Recent from talks
Nothing was collected or created yet.
Disk mirroring
View on WikipediaThis article needs additional citations for verification. (September 2013) |

In data storage, disk mirroring is the replication of logical disk volumes onto separate physical hard disks in real time to ensure continuous availability. It is most commonly used in RAID 1. A mirrored volume is a complete logical representation of separate volume copies.
In a disaster recovery context, mirroring data over long distance is referred to as storage replication. Depending on the technologies used, replication can be performed synchronously, asynchronously, semi-synchronously, or point-in-time. Replication is enabled via microcode on the disk array controller or via server software. It is typically a proprietary solution, not compatible between various data storage device vendors.
Mirroring is typically only synchronous. Synchronous writing typically achieves a recovery point objective (RPO) of zero lost data.

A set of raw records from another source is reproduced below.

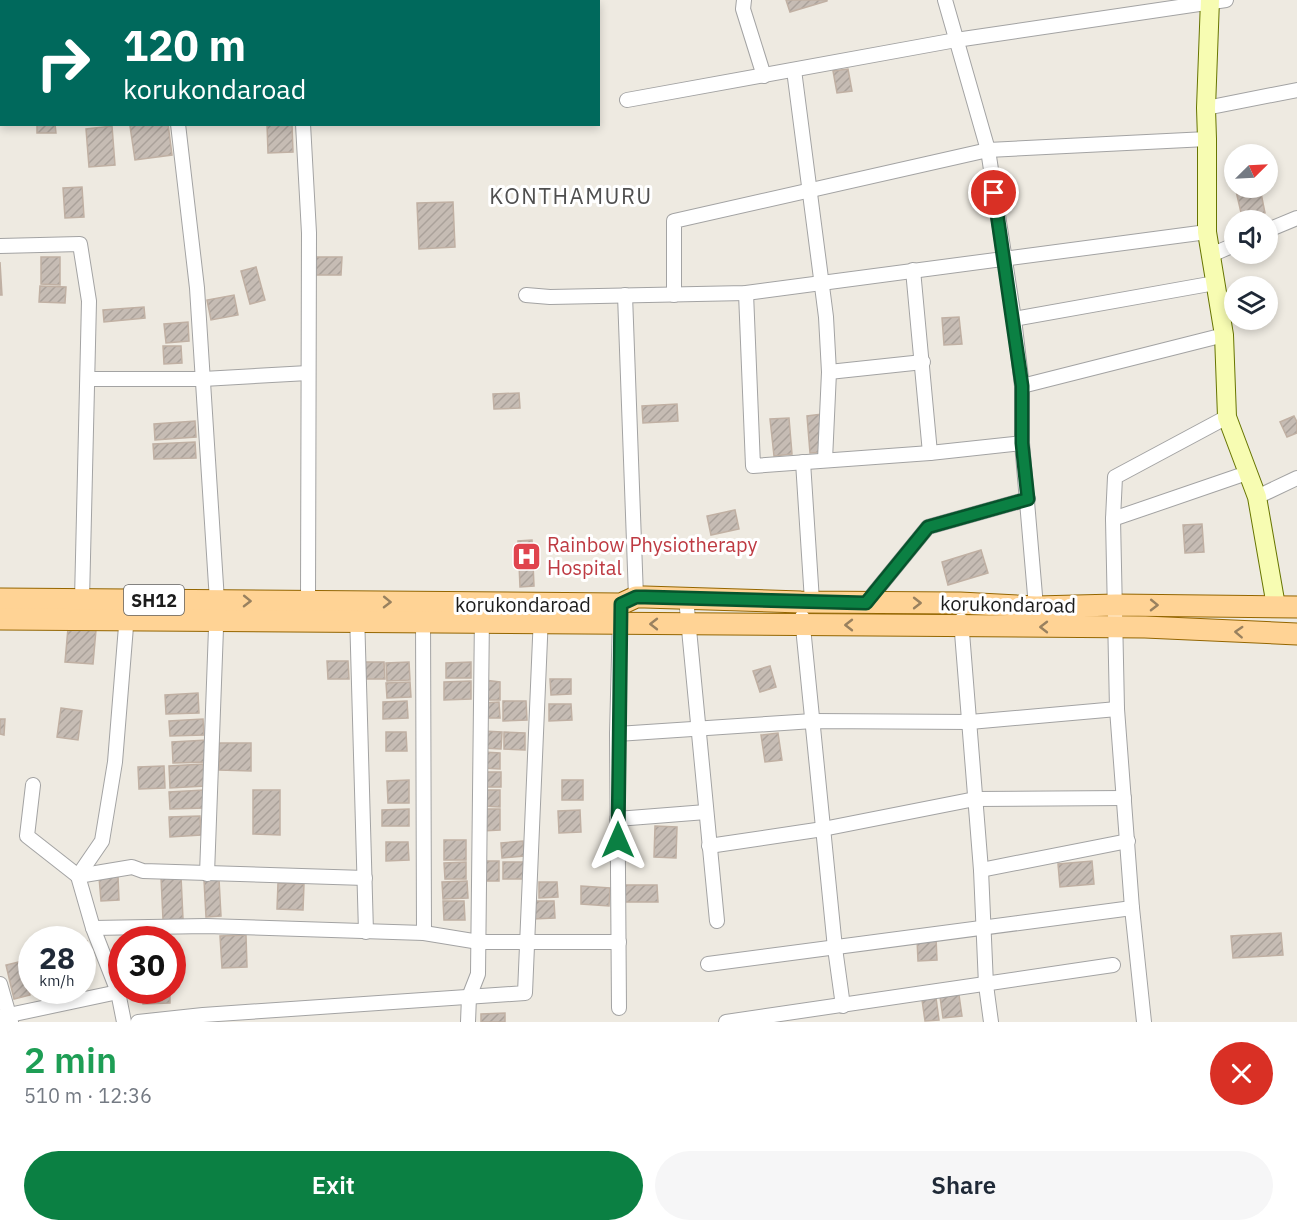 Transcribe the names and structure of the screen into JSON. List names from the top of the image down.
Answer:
{
  "streets": {
    "main road": ["SH12", "korukondaroad"]
  },
  "crossings": [
    ["SH12", "korukondaroad"]
  ],
  "districts": ["KONTHAMURU"],
  "places": {
    "hospital": ["Rainbow Physiotherapy Hospital"]
  },
  "north": "top right",
  "page": {
    "turn": ["120 m", "korukondaroad"],
    "speed": "28 km/h",
    "limit": "30",
    "heading": ["2 min", "510 m · 12:36"],
    "buttons": ["Exit", "Share"]
  }
} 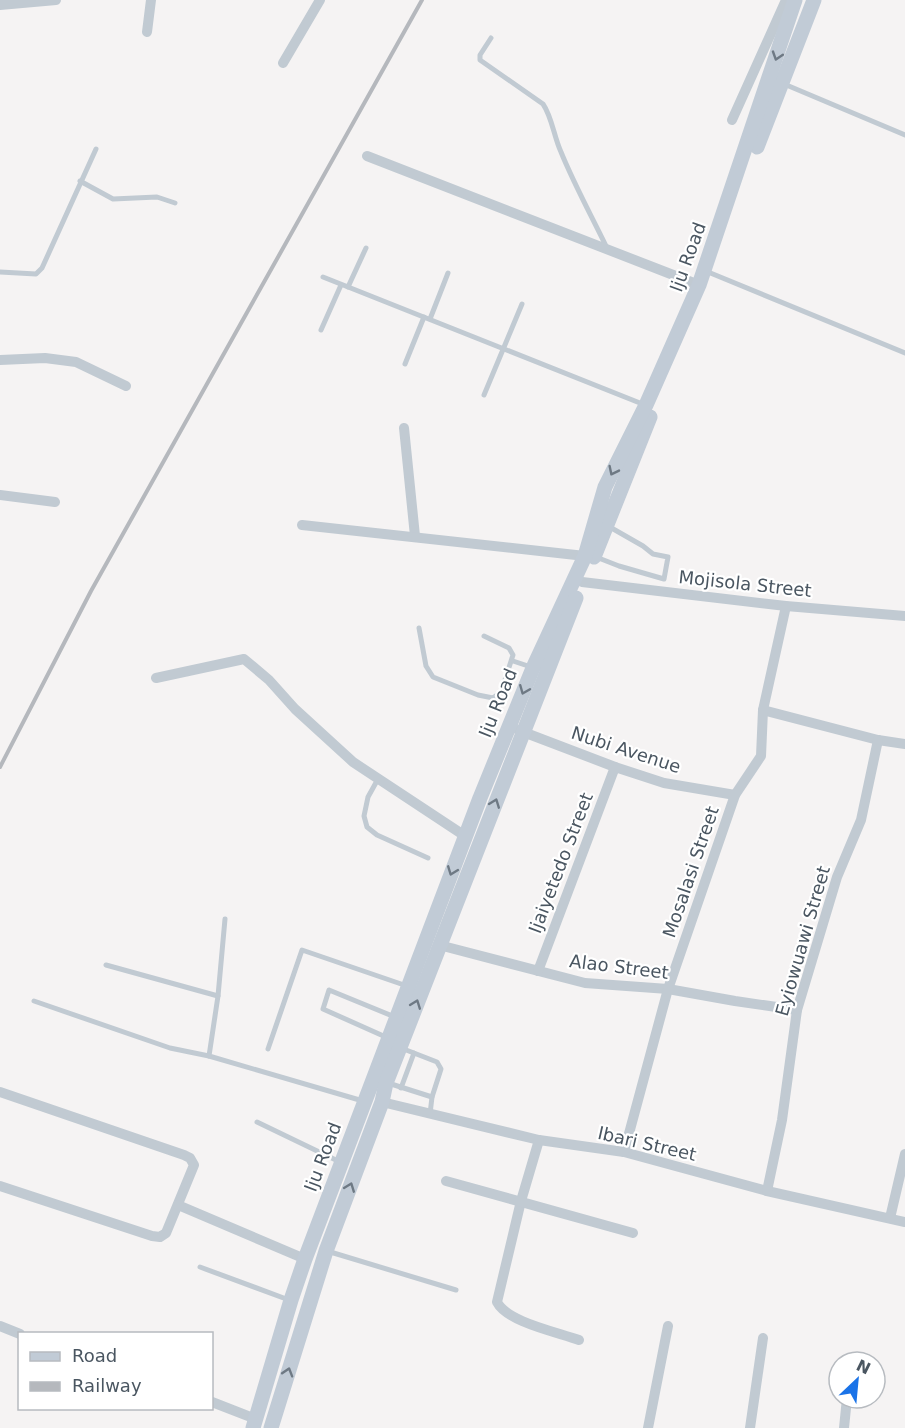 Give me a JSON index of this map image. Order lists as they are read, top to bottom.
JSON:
{
  "streets": {
    "main road": ["Iju Road"],
    "street": [
      "Mojisola Street",
      "Nubi Avenue",
      "Ijaiyetedo Street",
      "Mosalasi Street",
      "Eyiowuawi Street",
      "Alao Street",
      "Ibari Street"
    ]
  },
  "crossings": [
    ["Iju Road", "Mojisola Street"],
    ["Iju Road", "Nubi Avenue"],
    ["Iju Road", "Alao Street"],
    ["Iju Road", "Ibari Street"],
    ["Mojisola Street", "Mosalasi Street"],
    ["Nubi Avenue", "Ijaiyetedo Street"],
    ["Nubi Avenue", "Mosalasi Street"],
    ["Ijaiyetedo Street", "Alao Street"],
    ["Mosalasi Street", "Alao Street"],
    ["Mosalasi Street", "Ibari Street"],
    ["Eyiowuawi Street", "Alao Street"],
    ["Eyiowuawi Street", "Ibari Street"]
  ],
  "legend": ["Road", "Railway"],
  "north": "top right"
} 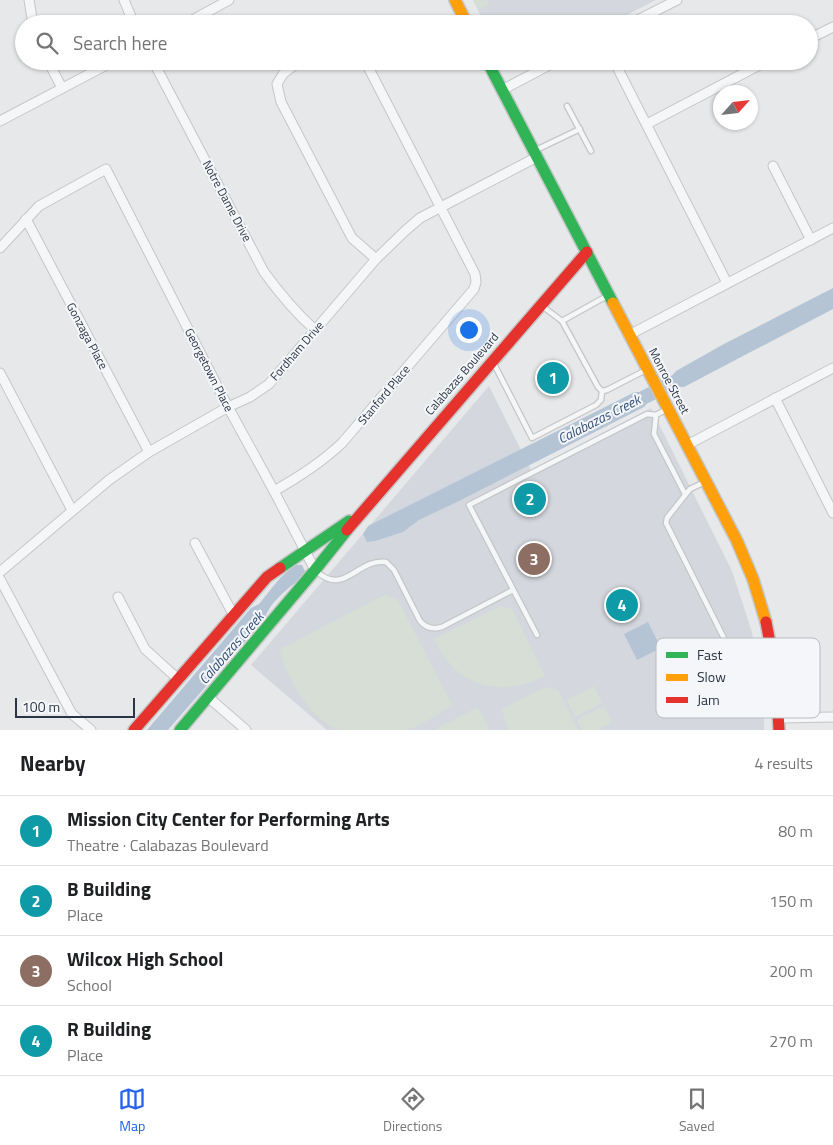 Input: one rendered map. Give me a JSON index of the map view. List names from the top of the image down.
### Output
{
  "streets": {
    "street": [
      "Notre Dame Drive",
      "Gonzaga Place",
      "Fordham Drive",
      "Georgetown Place",
      "Calabazas Boulevard",
      "Monroe Street",
      "Stanford Place"
    ]
  },
  "crossings": [
    ["Notre Dame Drive", "Fordham Drive"],
    ["Gonzaga Place", "Fordham Drive"],
    ["Gonzaga Place", "Georgetown Place"],
    ["Fordham Drive", "Georgetown Place"],
    ["Fordham Drive", "Monroe Street"],
    ["Fordham Drive", "Stanford Place"],
    ["Georgetown Place", "Calabazas Boulevard"],
    ["Georgetown Place", "Stanford Place"],
    ["Calabazas Boulevard", "Monroe Street"]
  ],
  "water": ["Calabazas Creek"],
  "legend": ["Fast", "Slow", "Jam"],
  "scale_bar": "100 m",
  "north": "top right",
  "page": {
    "search": "Search here",
    "pins": [
      "1",
      "2",
      "3",
      "4"
    ],
    "scale": "100 m",
    "heading": ["Nearby", "4 results"],
    "list": [
      {
        "mark": "1",
        "name": "Mission City Center for Performing Arts",
        "note": "Theatre · Calabazas Boulevard",
        "value": "80 m"
      },
      {
        "mark": "2",
        "name": "B Building",
        "note": "Place",
        "value": "150 m"
      },
      {
        "mark": "3",
        "name": "Wilcox High School",
        "note": "School",
        "value": "200 m"
      },
      {
        "mark": "4",
        "name": "R Building",
        "note": "Place",
        "value": "270 m"
      }
    ],
    "nav": ["Map", "Directions", "Saved"]
  }
}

Asynchronous replication can achieve an RPO of just a few seconds while the remaining methodologies provide an RPO of a few minutes to perhaps several hours.
Disk mirroring differs from file shadowing that operates on the file level, and disk snapshots where data images are never re-synced with their origins.
Overview
[edit]Typically, mirroring is provided in either hardware solutions such as disk arrays, or in software within the operating system (such as Linux mdadm and device mapper).[1][2] Additionally, file systems like Btrfs or ZFS provide integrated data mirroring.[3][4] There are additional benefits from Btrfs and ZFS, which maintain both data and metadata integrity checksums, making themselves capable of detecting bad copies of blocks, and using mirrored data to pull up data from correct blocks.[5]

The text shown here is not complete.